Start of DATA FOR THIS EXERCISE

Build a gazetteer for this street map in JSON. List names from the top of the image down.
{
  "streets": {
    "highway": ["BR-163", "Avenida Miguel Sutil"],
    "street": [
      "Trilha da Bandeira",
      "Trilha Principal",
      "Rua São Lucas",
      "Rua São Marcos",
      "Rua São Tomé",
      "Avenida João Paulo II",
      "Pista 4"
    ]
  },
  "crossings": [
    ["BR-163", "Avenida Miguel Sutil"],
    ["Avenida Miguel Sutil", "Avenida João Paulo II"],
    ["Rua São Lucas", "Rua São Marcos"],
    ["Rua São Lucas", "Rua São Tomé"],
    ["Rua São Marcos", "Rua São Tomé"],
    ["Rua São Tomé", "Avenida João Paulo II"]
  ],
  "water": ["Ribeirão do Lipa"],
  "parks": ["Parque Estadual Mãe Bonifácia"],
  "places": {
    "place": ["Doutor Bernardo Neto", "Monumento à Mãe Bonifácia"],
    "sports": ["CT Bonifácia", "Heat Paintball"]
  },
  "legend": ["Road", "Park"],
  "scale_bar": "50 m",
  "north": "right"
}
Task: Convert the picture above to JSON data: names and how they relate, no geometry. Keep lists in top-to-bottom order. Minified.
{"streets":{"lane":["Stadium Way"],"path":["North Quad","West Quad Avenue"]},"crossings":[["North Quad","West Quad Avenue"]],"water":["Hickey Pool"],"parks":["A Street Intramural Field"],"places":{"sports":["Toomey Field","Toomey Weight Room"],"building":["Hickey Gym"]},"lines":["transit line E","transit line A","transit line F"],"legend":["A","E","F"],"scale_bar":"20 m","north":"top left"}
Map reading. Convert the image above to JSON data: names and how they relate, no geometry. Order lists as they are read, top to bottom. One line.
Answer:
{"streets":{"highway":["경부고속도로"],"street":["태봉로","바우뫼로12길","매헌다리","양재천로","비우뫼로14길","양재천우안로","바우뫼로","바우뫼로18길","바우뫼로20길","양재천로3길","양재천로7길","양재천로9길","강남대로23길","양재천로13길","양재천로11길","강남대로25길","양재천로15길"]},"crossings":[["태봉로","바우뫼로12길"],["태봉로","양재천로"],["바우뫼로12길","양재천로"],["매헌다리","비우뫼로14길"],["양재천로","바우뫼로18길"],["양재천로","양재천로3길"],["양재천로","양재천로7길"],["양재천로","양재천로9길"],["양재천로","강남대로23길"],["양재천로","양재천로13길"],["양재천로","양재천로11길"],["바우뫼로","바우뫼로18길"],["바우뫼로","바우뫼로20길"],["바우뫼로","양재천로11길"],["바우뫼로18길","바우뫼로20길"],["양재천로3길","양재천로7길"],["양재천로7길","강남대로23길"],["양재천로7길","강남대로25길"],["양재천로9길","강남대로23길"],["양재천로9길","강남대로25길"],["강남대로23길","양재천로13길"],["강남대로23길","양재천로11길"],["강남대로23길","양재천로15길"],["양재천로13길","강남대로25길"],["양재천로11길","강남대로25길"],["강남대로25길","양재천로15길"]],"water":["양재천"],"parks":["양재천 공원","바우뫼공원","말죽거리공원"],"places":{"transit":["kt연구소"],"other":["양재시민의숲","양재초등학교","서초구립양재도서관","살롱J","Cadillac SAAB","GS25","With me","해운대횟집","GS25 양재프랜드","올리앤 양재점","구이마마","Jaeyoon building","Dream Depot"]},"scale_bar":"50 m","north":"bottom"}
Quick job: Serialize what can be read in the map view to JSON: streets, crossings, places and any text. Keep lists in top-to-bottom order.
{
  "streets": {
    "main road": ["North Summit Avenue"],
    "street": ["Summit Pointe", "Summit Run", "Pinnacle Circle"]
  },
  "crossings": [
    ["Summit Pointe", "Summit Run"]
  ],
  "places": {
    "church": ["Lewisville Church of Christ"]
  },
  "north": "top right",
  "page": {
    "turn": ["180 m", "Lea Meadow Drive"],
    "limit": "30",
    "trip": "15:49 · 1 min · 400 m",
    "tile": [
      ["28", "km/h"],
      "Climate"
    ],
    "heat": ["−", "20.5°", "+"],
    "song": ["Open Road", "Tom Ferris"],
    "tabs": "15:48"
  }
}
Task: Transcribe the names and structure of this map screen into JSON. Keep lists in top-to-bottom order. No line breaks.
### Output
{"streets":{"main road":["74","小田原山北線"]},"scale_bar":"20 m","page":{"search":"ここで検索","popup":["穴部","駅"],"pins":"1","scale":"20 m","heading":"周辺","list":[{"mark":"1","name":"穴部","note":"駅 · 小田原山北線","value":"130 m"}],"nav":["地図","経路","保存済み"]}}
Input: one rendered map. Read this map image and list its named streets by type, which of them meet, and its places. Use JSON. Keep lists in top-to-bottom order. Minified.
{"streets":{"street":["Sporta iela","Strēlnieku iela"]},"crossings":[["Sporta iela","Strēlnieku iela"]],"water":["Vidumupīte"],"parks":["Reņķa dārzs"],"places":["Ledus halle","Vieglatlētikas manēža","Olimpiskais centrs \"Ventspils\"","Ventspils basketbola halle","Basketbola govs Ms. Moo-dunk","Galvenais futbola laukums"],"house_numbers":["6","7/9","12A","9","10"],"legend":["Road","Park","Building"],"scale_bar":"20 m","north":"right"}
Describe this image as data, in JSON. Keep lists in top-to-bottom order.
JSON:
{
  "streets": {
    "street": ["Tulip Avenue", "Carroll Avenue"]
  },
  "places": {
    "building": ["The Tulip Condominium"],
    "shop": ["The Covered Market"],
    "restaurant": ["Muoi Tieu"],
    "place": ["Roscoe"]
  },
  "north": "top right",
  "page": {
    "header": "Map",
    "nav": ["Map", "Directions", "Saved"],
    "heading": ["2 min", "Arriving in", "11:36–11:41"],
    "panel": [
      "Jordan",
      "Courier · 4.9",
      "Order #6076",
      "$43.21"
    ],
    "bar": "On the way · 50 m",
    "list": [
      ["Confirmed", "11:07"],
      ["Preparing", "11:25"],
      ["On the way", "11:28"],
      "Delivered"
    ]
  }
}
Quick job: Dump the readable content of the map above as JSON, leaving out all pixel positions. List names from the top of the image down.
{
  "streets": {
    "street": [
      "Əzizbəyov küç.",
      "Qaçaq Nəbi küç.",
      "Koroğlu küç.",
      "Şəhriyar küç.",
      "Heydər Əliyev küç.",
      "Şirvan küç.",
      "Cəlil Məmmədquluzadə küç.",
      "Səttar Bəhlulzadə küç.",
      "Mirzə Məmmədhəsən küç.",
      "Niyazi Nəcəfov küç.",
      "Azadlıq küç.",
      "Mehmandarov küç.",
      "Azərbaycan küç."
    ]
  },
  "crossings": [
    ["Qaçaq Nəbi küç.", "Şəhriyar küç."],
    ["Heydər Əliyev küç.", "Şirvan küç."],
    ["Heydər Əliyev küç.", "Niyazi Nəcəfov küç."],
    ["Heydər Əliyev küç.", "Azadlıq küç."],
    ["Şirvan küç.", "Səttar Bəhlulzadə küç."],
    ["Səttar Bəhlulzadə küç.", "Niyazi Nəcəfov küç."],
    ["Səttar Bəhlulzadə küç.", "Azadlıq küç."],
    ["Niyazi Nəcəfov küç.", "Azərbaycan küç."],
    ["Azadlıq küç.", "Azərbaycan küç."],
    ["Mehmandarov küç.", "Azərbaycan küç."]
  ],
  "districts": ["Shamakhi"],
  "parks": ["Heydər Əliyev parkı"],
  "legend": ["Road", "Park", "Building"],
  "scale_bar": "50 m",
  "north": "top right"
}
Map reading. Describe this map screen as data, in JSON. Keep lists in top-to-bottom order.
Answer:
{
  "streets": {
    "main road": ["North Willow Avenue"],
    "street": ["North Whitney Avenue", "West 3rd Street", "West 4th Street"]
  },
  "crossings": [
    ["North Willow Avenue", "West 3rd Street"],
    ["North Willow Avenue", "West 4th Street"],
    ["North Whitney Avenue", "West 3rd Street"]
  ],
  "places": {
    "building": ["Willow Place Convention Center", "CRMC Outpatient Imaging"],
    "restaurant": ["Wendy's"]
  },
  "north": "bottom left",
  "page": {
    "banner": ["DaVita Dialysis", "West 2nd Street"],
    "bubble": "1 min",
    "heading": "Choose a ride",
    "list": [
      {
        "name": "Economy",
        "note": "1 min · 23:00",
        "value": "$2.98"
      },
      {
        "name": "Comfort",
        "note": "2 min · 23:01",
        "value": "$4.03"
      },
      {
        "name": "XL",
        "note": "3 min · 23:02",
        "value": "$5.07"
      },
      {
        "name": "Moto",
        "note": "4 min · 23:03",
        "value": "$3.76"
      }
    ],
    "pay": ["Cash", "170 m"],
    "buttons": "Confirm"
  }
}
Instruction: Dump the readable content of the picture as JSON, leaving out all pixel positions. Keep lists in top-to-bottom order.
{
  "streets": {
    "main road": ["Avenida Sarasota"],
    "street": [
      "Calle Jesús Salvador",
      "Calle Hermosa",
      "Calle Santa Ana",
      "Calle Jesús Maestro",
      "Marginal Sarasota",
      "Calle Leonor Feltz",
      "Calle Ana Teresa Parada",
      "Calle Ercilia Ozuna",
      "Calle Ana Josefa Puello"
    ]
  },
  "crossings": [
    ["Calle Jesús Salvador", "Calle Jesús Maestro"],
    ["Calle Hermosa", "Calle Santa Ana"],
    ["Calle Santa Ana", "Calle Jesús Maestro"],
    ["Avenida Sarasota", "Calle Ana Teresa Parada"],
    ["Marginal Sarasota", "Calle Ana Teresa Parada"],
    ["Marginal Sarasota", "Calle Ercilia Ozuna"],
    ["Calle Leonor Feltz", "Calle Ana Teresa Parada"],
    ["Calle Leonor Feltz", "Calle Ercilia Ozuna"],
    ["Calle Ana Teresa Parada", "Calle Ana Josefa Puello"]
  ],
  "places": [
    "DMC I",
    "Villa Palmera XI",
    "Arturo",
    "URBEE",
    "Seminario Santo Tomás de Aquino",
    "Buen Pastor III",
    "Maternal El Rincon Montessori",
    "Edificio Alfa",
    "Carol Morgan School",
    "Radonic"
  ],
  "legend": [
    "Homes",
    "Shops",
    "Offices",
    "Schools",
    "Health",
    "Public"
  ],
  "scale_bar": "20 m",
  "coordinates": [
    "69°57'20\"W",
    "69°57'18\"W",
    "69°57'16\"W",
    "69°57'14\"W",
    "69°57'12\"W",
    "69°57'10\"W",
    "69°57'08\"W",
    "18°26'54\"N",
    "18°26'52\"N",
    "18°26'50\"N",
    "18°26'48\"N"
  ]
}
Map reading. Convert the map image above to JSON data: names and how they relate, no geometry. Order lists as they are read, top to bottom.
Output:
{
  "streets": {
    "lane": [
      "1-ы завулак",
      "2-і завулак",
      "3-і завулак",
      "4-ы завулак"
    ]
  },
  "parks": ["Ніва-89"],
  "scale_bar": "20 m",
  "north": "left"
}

End of DATA FOR THIS EXERCISE

_WHAT YOU WILL DO:_
"screen" is the word to look for; copy every line of the data that has it.

_RESPONSE TO THIS TASK:_
Task: Transcribe the names and structure of this map screen into JSON. Keep lists in top-to-bottom order. No line breaks.
Map reading. Describe this map screen as data, in JSON. Keep lists in top-to-bottom order.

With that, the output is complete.